Chat completion (with or without streaming)
Text completion (with or without streaming)

API Types

OpenAI compatible (most backends) - LLM::Chat::Backend::OpenAICommon
KoboldCpp (additional samplers & cancel function) - LLM::Chat::Backend::KoboldCpp

To implement more API types, just extend LLM::Chat::Backend.

Chat Templates

ChatML (LLM::Chat::Template::ChatML)
Gemma 2 (LLM::Chat::Template::Gemma2)
Llama 3 (LLM::Chat::Template::Llama3)
Llama 4 (LLM::Chat::Template::Llama4)
Mistral V7 (LLM::Chat::Template::MistralV7)

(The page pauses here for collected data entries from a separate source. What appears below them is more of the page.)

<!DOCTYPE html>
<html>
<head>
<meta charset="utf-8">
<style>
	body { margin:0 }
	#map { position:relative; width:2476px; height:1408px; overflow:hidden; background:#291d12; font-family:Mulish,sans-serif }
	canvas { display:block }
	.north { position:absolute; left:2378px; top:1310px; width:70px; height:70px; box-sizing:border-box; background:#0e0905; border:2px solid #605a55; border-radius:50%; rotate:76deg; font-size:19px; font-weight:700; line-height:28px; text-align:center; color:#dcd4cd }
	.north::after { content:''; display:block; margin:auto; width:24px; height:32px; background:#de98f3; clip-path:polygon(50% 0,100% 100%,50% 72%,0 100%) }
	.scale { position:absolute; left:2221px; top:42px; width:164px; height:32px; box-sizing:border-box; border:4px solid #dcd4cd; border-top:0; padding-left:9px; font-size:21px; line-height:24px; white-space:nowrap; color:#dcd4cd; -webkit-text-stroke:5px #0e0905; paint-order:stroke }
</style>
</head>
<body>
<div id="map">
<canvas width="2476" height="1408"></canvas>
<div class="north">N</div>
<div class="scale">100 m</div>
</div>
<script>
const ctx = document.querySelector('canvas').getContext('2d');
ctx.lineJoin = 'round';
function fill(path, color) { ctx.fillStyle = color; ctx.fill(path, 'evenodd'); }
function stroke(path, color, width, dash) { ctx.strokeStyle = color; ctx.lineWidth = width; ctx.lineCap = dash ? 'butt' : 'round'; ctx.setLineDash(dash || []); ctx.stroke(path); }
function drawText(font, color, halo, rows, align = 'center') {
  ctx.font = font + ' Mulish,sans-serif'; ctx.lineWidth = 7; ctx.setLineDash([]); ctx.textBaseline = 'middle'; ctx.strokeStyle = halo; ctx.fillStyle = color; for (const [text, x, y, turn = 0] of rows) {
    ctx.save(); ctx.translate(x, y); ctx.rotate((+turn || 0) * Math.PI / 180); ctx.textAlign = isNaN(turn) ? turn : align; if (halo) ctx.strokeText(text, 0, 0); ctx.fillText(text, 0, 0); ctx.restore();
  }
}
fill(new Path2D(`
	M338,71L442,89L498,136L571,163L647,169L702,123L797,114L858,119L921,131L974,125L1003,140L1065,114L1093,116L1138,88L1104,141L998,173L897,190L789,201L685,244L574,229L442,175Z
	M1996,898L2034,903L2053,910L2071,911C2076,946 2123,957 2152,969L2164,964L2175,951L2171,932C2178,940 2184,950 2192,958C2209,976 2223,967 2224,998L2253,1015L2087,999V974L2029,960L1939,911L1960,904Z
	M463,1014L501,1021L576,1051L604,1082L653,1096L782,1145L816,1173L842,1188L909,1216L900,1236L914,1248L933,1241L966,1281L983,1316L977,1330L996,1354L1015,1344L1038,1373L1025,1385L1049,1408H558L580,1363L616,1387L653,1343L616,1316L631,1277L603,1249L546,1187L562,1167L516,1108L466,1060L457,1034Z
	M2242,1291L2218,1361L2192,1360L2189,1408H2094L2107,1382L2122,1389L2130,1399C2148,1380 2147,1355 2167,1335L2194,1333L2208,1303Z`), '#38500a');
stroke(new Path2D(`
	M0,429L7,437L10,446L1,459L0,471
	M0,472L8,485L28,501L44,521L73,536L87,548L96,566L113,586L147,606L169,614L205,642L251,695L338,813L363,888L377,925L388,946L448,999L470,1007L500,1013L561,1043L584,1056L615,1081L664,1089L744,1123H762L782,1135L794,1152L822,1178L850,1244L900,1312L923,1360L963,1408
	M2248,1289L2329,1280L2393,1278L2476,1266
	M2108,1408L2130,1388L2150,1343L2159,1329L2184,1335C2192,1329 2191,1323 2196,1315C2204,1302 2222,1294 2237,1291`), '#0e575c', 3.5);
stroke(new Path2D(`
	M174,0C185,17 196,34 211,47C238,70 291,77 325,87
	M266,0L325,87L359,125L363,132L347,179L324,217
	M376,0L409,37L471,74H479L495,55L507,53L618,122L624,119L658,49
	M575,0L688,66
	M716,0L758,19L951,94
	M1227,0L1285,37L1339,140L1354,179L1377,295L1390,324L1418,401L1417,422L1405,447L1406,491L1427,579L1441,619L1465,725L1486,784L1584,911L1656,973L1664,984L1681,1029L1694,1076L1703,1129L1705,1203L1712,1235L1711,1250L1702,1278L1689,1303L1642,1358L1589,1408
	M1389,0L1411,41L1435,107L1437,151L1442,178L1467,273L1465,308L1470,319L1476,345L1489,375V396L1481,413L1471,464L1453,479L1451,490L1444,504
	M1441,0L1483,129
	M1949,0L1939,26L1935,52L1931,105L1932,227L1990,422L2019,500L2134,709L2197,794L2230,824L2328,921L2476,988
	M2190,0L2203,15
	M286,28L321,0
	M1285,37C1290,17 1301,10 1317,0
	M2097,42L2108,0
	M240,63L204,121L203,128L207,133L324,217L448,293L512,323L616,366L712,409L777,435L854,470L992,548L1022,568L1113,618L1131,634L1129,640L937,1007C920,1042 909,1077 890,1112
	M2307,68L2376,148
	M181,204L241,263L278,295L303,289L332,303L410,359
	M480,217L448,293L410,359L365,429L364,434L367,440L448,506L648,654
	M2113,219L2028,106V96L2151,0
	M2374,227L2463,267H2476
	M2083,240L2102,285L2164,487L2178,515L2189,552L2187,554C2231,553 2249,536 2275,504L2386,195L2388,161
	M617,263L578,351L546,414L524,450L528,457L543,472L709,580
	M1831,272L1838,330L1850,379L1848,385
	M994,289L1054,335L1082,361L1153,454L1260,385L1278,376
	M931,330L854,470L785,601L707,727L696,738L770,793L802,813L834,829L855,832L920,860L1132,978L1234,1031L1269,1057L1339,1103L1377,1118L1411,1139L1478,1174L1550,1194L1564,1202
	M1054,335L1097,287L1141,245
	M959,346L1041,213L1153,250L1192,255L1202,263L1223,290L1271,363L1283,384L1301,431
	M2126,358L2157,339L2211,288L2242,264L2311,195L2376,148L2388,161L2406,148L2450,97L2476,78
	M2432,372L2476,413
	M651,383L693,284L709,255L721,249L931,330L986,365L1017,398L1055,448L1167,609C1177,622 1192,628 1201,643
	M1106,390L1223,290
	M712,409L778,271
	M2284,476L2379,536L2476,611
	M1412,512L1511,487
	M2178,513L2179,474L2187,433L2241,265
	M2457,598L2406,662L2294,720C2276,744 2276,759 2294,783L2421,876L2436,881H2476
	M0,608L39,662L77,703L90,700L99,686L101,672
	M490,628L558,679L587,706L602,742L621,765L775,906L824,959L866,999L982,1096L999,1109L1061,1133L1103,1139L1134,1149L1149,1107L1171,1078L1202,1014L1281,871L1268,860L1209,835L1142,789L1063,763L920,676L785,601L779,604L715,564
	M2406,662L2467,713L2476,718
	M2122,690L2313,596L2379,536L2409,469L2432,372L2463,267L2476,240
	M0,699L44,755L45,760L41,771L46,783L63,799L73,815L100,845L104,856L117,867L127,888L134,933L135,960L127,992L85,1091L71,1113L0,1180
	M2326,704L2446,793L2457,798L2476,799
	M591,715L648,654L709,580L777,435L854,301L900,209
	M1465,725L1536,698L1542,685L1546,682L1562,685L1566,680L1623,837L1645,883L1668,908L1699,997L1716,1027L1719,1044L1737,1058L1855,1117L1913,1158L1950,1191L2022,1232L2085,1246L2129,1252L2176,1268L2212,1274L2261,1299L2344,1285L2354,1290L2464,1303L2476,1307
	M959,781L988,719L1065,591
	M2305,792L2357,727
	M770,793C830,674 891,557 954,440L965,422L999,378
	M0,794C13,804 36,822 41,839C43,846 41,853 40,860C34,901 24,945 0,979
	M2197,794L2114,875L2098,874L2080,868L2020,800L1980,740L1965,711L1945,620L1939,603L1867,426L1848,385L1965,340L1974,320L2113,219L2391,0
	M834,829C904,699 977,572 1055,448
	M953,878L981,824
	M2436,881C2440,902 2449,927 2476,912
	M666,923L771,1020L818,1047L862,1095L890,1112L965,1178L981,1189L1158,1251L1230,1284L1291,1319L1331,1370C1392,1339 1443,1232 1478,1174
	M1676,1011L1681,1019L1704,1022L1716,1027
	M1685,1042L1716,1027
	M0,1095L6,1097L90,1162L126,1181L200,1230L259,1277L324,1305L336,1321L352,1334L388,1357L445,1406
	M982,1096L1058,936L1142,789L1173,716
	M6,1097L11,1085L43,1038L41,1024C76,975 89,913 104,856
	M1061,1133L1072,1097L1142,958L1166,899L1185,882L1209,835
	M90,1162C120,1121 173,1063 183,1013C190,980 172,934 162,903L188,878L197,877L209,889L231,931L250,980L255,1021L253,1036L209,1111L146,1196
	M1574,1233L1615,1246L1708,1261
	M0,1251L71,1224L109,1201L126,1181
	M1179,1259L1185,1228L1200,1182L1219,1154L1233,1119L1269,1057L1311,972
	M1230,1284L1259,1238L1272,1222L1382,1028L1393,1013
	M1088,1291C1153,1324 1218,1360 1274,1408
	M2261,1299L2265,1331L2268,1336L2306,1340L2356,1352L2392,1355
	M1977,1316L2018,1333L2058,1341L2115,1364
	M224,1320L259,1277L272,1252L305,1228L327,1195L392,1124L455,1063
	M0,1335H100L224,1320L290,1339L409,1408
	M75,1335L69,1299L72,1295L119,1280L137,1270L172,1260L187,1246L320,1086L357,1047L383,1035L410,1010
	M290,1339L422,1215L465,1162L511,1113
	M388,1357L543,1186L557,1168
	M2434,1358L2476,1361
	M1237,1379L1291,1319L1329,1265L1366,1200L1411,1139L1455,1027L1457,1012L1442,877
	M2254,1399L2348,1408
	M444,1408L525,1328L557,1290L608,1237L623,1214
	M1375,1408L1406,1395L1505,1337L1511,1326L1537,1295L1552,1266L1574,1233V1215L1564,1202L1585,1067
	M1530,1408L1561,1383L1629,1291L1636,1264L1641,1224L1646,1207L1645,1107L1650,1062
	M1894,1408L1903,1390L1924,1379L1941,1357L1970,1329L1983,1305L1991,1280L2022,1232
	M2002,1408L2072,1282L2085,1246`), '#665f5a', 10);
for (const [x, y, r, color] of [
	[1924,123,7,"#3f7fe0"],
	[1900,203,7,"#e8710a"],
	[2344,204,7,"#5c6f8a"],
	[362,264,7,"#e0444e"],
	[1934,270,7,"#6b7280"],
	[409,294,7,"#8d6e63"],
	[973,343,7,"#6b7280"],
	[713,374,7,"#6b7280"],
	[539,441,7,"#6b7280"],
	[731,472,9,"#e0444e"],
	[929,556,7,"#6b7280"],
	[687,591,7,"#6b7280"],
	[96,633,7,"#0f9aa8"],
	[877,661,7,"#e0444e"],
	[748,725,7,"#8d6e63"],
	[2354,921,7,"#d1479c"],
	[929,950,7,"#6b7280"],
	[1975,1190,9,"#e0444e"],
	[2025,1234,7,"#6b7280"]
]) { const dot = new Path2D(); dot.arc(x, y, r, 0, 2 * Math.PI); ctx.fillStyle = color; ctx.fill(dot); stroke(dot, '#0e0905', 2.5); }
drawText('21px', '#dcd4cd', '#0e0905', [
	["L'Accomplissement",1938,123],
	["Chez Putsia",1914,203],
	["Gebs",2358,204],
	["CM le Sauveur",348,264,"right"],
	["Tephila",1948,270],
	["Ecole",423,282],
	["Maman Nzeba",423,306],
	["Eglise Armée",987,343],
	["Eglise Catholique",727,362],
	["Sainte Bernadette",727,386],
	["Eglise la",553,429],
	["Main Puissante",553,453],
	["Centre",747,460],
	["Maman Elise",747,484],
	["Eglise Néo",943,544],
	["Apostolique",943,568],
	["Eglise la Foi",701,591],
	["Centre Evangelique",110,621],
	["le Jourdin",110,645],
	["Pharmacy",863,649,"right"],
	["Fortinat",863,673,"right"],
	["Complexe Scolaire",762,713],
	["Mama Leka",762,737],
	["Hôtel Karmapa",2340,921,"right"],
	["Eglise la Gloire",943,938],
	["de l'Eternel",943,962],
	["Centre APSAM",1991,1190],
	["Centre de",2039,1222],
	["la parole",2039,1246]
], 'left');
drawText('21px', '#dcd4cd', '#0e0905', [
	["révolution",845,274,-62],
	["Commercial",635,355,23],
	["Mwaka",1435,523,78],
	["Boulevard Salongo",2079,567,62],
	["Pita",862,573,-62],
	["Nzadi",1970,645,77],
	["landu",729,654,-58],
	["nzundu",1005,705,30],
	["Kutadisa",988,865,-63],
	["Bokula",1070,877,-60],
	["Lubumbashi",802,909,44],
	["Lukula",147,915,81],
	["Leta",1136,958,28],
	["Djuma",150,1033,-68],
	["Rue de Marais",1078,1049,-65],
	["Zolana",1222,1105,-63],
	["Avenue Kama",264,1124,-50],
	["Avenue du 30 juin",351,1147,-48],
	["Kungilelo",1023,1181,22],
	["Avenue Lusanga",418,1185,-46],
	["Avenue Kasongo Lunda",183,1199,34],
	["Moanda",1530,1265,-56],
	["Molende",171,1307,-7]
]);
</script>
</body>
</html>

To implement more chat templates, just extend LLM::Chat::Template. You will need a correct chat template for accurate context shifting and/or text completion.

Planned

Tool Calling
VLM Capabilities
More APIs & templates
Automatically fetching tokenizers & chat template from HF model identifiers

Contributing

Pull requests and issues welcome.

License

It is extracted from Mistral Nemo, which is an Apache 2.0 licensed model.